**Items from a data source**.
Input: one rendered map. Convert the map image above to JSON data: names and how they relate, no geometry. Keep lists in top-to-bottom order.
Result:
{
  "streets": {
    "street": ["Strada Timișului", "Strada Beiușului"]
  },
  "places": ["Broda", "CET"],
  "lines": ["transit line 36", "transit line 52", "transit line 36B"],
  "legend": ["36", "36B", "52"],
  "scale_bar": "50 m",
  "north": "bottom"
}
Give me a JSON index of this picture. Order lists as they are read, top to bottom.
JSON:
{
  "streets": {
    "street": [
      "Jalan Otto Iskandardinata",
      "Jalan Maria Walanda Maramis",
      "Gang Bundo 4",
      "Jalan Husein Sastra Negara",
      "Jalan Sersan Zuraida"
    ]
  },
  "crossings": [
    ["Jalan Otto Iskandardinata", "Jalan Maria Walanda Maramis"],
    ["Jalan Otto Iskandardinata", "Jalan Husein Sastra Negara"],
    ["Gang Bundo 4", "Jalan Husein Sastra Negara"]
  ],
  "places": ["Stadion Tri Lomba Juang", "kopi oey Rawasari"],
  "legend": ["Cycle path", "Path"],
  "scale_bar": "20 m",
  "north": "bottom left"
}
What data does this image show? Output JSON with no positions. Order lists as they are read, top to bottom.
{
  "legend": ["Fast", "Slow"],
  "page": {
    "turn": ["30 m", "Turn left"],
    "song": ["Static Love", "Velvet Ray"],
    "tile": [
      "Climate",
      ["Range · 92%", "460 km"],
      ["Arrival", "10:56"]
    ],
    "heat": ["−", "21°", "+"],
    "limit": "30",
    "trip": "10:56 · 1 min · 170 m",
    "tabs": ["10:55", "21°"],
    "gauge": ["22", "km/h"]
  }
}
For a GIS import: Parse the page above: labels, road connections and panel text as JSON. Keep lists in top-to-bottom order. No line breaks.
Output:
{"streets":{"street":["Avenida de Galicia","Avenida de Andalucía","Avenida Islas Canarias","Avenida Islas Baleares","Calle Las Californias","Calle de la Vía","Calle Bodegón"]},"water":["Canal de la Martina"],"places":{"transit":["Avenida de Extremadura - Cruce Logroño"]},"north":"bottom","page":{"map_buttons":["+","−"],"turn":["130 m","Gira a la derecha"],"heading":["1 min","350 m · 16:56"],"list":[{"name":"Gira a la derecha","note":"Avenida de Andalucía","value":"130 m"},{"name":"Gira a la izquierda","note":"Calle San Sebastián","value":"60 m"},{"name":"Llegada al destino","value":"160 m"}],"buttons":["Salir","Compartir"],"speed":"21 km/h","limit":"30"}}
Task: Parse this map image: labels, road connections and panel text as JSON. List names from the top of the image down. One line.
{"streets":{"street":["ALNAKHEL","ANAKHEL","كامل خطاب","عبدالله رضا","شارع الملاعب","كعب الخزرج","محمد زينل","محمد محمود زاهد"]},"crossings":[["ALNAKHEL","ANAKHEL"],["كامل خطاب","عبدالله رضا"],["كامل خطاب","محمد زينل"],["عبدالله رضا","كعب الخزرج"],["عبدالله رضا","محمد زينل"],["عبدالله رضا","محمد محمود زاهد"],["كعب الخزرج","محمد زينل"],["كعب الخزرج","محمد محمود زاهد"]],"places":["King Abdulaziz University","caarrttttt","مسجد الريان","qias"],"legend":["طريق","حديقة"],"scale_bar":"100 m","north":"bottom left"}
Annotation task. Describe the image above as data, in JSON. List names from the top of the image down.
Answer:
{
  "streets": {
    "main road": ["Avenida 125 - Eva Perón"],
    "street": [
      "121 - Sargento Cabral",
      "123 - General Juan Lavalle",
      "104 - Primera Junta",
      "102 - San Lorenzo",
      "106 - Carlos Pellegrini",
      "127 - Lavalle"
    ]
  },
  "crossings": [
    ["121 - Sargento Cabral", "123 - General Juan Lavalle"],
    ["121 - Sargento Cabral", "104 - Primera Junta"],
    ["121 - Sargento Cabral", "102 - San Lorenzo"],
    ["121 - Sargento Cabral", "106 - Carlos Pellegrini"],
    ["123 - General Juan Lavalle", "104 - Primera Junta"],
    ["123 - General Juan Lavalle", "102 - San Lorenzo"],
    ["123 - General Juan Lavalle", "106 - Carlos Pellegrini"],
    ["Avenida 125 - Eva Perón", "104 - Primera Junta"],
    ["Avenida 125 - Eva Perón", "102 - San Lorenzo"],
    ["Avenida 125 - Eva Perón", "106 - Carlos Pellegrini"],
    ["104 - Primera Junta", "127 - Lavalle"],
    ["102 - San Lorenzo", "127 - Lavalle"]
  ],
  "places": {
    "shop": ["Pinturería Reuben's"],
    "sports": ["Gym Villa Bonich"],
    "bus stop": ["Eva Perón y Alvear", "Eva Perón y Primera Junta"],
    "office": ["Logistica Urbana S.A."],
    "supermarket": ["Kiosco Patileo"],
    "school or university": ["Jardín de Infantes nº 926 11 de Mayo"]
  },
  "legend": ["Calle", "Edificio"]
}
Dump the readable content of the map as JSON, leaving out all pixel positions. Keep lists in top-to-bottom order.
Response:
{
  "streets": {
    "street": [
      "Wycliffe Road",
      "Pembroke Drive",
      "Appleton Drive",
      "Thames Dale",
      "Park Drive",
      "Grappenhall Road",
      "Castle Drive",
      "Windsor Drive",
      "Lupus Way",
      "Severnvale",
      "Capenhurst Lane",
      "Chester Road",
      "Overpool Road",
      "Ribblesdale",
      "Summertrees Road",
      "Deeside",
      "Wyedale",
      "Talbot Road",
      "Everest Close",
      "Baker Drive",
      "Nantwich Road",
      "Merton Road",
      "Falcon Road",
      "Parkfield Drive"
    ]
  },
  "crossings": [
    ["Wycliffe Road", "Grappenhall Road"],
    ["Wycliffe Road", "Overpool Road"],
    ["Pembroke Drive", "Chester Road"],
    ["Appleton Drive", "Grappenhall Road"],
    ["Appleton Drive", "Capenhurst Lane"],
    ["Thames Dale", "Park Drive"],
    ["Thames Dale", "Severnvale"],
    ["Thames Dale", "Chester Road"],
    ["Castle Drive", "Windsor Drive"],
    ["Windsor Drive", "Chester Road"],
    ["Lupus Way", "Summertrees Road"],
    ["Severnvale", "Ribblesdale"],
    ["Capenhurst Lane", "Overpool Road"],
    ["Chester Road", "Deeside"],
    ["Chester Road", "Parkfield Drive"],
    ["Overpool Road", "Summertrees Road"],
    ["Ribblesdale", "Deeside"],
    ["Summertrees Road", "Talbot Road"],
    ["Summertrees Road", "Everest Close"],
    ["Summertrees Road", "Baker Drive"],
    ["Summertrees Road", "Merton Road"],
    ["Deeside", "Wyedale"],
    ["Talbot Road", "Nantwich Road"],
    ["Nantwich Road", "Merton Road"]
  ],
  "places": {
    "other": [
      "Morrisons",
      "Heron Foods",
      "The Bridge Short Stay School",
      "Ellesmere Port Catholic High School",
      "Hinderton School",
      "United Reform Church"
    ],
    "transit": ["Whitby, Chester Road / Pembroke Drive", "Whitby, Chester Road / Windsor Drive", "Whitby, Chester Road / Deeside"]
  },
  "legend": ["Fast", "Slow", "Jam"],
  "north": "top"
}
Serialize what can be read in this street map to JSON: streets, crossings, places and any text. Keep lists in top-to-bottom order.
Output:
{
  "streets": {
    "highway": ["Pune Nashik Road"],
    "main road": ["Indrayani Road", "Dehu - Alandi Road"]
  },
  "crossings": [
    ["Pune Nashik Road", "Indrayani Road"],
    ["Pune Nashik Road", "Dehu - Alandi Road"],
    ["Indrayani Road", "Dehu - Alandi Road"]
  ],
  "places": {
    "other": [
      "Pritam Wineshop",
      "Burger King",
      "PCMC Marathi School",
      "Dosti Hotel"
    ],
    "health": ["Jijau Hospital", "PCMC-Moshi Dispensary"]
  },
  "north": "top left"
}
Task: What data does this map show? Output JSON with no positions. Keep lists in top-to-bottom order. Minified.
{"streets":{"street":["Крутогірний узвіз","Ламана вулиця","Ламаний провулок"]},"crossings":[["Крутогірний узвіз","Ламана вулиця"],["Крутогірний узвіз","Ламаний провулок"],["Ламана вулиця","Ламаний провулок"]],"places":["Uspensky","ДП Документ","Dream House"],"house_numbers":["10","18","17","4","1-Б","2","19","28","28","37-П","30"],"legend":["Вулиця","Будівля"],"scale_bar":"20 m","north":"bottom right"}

**TASK DESCRIPTION**. Check each line of the entries for the word "above", then state the count alone.

**FINAL ANSWER**. 3